WARN: bad words & violent & bully
Author's POV

Tangan Addo bergerak super cepat menyalin semua rangkuman materi matematika di papan tulis ke dalam catatannya. Bukan hal baru lagi baginya harus menyalin catatan dalam kecepatan tinggi. Alasan utamanya karena dia sekelas dengan Hayley Pole, anak yang setiap bel pelajaran berakhir berbunyi pasti langsung berlari ke depan kelas menghapus seluruh tulisan di papan tulis dengan cepat. Dia bahkan tidak peduli jika ada orang lain yang belum selesai mencatat---justru sebenarnya dia memang sengaja melakukannya. Itu juga salah satu bentuk bully di sekolah tersebut.

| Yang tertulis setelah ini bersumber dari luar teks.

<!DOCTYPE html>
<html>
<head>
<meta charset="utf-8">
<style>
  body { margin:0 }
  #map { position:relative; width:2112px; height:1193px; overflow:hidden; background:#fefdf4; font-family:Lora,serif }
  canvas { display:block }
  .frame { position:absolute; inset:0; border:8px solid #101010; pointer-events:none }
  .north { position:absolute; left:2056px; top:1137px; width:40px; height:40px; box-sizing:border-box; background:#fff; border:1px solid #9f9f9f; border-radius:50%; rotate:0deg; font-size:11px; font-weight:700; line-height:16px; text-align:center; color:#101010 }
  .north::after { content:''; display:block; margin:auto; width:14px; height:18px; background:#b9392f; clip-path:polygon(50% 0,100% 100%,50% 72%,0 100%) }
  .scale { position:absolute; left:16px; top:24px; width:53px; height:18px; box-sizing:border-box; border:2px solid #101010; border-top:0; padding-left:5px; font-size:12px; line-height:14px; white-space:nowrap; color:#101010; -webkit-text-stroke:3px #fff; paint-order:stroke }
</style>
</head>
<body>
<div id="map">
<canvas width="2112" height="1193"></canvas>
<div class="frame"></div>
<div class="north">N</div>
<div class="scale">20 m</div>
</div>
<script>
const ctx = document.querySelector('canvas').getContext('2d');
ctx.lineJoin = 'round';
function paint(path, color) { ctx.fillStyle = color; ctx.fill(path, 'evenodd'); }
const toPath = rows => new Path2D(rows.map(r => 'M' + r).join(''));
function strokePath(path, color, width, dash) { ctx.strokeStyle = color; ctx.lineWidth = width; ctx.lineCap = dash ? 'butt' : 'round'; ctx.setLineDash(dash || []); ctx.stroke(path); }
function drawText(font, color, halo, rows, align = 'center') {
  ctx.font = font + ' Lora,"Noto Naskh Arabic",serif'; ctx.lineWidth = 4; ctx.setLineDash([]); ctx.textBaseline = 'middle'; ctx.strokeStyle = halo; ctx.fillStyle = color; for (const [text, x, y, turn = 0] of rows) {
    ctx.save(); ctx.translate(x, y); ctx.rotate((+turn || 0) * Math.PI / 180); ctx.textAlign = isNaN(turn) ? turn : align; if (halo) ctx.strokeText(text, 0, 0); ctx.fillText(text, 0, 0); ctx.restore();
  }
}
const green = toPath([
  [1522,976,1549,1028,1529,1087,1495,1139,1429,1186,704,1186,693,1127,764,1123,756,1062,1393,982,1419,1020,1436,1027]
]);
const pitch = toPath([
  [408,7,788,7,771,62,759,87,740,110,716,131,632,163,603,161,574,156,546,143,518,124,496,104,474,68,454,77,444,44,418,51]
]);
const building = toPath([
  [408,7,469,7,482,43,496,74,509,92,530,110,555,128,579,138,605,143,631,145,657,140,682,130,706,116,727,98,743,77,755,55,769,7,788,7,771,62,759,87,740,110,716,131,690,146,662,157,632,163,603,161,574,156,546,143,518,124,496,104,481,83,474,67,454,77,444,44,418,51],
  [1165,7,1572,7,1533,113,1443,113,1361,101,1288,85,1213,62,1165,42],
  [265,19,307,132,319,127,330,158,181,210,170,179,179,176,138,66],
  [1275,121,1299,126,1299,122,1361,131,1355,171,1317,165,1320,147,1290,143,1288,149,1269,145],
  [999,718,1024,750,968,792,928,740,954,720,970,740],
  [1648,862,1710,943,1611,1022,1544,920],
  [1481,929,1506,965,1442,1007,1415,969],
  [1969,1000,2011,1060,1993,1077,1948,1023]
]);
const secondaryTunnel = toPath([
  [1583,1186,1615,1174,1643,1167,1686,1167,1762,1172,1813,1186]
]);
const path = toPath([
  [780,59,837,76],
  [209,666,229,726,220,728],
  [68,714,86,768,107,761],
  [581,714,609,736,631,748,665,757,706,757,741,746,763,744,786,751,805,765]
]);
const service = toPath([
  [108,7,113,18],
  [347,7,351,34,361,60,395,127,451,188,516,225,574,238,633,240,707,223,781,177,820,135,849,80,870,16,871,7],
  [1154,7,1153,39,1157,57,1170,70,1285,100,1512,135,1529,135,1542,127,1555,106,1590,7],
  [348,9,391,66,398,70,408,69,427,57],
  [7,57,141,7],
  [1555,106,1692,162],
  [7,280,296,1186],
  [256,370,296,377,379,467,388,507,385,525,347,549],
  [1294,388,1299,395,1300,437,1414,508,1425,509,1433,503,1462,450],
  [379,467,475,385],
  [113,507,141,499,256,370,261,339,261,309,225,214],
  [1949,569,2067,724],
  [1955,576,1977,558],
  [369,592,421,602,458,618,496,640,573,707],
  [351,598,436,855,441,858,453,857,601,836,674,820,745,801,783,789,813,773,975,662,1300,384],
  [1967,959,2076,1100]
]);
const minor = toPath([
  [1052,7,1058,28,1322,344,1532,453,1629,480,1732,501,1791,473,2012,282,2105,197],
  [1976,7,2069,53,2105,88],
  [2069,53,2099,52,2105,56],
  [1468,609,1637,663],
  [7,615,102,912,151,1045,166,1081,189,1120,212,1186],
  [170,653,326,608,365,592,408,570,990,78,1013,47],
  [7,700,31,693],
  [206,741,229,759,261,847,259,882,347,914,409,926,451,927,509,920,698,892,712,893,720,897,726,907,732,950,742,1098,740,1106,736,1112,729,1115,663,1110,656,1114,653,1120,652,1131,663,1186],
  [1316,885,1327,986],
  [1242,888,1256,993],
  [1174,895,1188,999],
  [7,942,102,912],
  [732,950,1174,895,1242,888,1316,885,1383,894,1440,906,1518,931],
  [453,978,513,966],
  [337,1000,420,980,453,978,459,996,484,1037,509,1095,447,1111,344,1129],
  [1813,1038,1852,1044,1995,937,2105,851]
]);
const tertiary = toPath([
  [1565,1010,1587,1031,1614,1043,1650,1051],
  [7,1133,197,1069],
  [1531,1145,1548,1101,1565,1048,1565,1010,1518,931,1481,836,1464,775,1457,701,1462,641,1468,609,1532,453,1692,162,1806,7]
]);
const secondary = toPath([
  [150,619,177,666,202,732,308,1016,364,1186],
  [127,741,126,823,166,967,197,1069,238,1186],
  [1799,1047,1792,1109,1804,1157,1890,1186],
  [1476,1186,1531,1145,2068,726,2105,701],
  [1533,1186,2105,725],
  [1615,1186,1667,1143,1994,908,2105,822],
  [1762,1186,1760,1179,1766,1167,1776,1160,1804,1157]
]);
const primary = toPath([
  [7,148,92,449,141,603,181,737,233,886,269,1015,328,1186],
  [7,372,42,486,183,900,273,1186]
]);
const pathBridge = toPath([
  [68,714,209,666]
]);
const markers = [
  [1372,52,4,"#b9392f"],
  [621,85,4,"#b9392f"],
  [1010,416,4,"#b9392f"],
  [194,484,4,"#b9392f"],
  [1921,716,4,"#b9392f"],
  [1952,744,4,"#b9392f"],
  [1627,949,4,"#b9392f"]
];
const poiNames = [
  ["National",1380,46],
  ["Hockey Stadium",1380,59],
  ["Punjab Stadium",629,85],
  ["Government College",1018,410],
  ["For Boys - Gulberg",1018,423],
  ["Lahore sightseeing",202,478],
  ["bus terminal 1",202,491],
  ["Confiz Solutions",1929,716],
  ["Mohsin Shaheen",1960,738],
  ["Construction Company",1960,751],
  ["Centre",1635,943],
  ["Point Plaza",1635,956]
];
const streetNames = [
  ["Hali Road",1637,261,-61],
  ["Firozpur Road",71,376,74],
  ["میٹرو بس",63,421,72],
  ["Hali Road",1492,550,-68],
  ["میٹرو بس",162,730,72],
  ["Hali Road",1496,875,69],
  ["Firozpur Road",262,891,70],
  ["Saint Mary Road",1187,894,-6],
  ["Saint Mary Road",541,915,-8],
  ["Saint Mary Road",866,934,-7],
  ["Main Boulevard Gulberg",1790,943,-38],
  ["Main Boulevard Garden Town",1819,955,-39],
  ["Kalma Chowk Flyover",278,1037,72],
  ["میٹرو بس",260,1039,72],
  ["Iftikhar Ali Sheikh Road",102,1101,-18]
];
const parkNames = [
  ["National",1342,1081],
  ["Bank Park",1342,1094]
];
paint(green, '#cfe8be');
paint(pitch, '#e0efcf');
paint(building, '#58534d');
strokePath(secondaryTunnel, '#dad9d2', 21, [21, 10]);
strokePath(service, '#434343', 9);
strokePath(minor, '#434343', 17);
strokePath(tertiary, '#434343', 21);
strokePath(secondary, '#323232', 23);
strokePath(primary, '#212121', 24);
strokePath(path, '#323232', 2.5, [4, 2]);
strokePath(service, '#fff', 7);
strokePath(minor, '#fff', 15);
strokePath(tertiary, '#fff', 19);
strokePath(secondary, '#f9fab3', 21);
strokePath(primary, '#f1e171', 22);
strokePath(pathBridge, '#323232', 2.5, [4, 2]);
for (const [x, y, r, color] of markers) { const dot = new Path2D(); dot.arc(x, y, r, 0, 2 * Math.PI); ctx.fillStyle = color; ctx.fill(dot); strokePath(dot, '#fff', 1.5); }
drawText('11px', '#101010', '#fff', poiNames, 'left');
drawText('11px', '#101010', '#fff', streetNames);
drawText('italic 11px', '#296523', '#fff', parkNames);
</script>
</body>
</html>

Addo melirik jam tangannya lagi. Tersisa lima menit lagi jam pelajaran usai. Kalau dia tidak cepat menyelesaikan catatannya, maka habis sudah. Addo selalu bergantung pada catatannya untuk dipelajari sebelum test, baginya catatannya adalah yang terlengkap dan dia lebih gampang paham kalau belajar memakai catatan sendiri.

Sementara itu guru matematika mereka masih terus menjelaskan sambil menulis di papan. "Jadi, kesimpulannya, kalau a ditambah b sama dengan 10, maka rumus barunya menjadi..."

"Aw!" Addo meringis dan reflek menoleh ke belakang. Jason tertawa tanpa suara bersama teman-teman gengnya. Tidak usah susah-susah mencari tahu, sudah jelas bahwa merekalah pelakunya. Addo memilih untuk tidak peduli dan kembali duduk dengan benar, namun pada saat itu tanpa sengaja dia menoleh ke bawah dan ada sebuah kerikil berukuran lumayan berada tak jauh dari kakinya.

"Mr. Chance, jangan main-main di kelas ini!" bentak Mrs. Reed, wanita paruh baya guru matematikanya. Rupanya "aduh"-an Addo tertangkap sampai ke telinganya.

"Tapi itu bukan salah saya, Mrs.!"

"Saya mendengar Anda mengaduh tadi. Anda pasti sedang bermain selama saya mengajar, iya kan? Sebegitu tidak pentingnya kah pelajaran ini bagi Anda, Mr. Chance?" Mrs. Reed tetap menuduh.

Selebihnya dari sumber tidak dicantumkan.